Apple isn’t the only company that limits the playback of HD content on external displays. In fact, there is a whole standard for this type of DRM that goes by the name “High-bandwidth Digital Content Protection,” or HDCP. The idea is to make it impossible to capture and record HD signals in order to make unprotected copies with the help of a secondary computer or a similar device. HDCP aims to stop such recordings by encrypting the video signal in such a way that it can only be accessed by HDCP-compliant displays.
HDCP is part of a bigger scheme to protect Hollywood’s HD content all the way from the sale to the actual viewing experience. Of course, all of this only makes sense if the movies in question are copy-protected in the first place. Apple’s new Macbooks only prevented the playback of DRM-protected movies and TV shows downloaded from the iTunes store. Users that got their HD flicks for free from torrent sites are still able to view them with any external projector or display of their choosing.

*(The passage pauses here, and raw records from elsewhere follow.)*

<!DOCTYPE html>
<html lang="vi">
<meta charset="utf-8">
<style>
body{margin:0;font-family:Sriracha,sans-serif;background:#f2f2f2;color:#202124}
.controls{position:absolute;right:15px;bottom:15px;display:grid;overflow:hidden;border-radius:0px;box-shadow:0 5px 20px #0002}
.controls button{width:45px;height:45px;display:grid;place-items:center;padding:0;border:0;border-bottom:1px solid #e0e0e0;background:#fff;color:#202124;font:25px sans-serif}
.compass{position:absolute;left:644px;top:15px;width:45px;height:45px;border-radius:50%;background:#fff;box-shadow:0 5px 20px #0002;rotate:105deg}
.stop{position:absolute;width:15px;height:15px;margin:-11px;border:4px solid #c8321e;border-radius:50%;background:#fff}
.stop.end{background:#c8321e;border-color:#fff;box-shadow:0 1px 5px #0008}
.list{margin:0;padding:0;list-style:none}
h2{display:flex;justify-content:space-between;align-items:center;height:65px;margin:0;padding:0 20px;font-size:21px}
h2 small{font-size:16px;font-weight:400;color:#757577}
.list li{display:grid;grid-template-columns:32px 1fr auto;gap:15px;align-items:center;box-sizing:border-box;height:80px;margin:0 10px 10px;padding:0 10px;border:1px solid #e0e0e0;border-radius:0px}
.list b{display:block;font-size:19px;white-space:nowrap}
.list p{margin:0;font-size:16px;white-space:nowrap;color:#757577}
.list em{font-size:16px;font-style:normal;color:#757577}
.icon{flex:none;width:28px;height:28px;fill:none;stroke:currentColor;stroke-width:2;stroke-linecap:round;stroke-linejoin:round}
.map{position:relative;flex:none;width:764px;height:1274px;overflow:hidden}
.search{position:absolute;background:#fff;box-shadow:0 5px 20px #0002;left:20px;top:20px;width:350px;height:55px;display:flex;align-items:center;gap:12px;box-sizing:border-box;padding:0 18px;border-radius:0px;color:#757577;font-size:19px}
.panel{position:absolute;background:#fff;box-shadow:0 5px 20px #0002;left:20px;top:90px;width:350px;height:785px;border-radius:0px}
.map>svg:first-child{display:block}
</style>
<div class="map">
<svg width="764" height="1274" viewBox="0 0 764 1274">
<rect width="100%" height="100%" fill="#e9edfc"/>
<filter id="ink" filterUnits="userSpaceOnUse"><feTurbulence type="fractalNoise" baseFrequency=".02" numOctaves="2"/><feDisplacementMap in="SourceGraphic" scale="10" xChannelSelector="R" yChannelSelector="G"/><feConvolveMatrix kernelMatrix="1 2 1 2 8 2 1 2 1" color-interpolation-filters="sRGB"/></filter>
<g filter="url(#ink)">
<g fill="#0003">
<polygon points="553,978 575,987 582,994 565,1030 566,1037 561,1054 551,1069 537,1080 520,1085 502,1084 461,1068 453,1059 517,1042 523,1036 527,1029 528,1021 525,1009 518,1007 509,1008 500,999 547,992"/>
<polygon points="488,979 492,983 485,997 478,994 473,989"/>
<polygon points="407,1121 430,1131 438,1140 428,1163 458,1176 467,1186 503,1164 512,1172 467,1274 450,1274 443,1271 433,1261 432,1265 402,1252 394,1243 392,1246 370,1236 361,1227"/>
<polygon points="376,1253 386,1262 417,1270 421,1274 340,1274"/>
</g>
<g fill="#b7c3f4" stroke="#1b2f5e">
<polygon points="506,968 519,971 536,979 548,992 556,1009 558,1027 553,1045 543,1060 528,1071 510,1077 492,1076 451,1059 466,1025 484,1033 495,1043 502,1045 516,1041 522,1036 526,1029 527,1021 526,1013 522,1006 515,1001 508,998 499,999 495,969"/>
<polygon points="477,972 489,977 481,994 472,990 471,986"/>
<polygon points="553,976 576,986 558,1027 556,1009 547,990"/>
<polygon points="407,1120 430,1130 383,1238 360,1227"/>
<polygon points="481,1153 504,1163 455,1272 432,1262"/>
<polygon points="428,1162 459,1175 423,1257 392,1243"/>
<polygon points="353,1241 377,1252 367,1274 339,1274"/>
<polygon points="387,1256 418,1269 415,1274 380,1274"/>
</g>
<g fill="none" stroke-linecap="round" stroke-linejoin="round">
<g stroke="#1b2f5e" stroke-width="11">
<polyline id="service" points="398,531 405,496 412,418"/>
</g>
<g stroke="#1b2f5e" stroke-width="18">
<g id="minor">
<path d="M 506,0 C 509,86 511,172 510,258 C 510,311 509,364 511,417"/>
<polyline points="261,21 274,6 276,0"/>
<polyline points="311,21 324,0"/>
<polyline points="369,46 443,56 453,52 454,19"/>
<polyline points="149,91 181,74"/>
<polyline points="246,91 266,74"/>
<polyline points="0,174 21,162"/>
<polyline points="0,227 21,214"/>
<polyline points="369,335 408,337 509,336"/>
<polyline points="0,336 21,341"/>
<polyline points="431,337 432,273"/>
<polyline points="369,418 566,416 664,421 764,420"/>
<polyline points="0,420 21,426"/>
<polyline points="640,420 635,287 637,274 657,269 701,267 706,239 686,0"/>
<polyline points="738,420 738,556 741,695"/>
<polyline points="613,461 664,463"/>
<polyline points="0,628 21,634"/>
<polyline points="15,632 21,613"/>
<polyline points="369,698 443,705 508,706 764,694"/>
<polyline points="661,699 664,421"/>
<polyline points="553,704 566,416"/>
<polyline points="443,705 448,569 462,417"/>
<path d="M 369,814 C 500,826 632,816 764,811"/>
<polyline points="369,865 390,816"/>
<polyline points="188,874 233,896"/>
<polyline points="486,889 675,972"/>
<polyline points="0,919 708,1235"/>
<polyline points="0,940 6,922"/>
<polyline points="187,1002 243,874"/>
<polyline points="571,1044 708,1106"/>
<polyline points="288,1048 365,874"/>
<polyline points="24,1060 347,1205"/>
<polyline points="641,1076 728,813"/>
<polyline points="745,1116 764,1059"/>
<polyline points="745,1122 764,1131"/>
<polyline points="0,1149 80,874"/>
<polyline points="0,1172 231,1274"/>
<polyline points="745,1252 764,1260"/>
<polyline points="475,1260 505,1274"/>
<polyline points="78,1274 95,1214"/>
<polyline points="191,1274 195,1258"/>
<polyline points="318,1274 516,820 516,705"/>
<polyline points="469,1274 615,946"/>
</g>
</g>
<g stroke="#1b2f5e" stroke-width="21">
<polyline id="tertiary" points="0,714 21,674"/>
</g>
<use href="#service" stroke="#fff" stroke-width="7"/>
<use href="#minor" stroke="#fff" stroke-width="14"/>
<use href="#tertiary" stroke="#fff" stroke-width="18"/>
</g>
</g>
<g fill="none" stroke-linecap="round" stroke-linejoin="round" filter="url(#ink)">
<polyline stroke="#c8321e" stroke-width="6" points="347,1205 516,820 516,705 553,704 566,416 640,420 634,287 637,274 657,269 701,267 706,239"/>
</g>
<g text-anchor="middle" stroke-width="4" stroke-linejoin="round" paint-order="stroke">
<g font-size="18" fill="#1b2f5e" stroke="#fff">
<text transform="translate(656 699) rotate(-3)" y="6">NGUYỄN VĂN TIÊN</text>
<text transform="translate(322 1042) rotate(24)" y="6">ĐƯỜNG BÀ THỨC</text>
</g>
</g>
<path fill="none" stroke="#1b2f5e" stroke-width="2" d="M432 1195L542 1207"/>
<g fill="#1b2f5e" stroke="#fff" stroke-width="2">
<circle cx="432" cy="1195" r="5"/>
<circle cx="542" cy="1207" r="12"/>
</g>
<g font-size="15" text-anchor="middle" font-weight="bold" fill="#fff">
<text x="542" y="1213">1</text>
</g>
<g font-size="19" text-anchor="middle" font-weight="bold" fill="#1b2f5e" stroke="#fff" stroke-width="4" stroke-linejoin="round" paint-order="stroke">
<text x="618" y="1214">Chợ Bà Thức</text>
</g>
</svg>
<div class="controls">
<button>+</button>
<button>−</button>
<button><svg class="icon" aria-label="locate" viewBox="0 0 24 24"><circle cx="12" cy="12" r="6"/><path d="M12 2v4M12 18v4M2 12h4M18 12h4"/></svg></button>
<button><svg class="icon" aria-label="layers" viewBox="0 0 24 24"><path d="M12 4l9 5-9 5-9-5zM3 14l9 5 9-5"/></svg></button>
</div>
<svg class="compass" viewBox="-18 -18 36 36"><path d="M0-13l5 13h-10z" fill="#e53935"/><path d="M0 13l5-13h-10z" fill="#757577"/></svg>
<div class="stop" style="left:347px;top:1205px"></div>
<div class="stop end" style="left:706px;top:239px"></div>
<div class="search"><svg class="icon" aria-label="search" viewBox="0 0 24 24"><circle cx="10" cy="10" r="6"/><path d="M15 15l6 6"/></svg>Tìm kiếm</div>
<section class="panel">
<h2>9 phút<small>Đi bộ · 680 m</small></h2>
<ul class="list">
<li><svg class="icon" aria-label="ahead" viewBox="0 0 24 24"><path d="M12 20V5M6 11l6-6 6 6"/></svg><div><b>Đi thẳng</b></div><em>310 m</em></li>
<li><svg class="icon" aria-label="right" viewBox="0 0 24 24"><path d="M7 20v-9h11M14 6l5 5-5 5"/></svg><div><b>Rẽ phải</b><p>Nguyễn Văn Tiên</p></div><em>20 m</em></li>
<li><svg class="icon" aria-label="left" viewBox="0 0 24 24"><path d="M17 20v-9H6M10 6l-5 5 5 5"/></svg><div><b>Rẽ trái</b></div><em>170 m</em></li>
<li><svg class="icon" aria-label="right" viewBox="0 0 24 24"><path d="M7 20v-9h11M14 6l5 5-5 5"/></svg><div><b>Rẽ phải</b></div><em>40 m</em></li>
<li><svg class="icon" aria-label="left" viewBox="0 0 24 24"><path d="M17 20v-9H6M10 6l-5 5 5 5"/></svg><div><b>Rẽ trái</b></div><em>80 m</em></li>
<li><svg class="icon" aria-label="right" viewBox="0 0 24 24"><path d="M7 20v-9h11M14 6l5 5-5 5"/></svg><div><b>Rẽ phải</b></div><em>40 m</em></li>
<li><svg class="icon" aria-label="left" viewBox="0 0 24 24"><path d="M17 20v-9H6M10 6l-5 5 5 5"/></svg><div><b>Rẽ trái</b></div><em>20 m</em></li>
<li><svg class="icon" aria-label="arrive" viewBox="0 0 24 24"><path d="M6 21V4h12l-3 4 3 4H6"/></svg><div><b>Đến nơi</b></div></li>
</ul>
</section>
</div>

The FSF chose to ignore this obvious loophole when it took a stance against Macbooks, and Apple’s disabling of HDCP obviously makes the FSF’s claims look even more dubious. Then again, it’s questionable whether the pledge of a few dedicated Ubuntu users not to buy machines designed to run OS X is going to make any difference.
But DRM foes do have a point in keeping Apple on their watch list. The fact that the company disabled support for HDCP doesn’t mean it won’t be supported again sometime in the future. If anything, the whole affair is a lesson that DRM-protected content always comes with strings attached: Buy a locked-down movie today, just know there’s no guarantee it will play on your device tomorrow.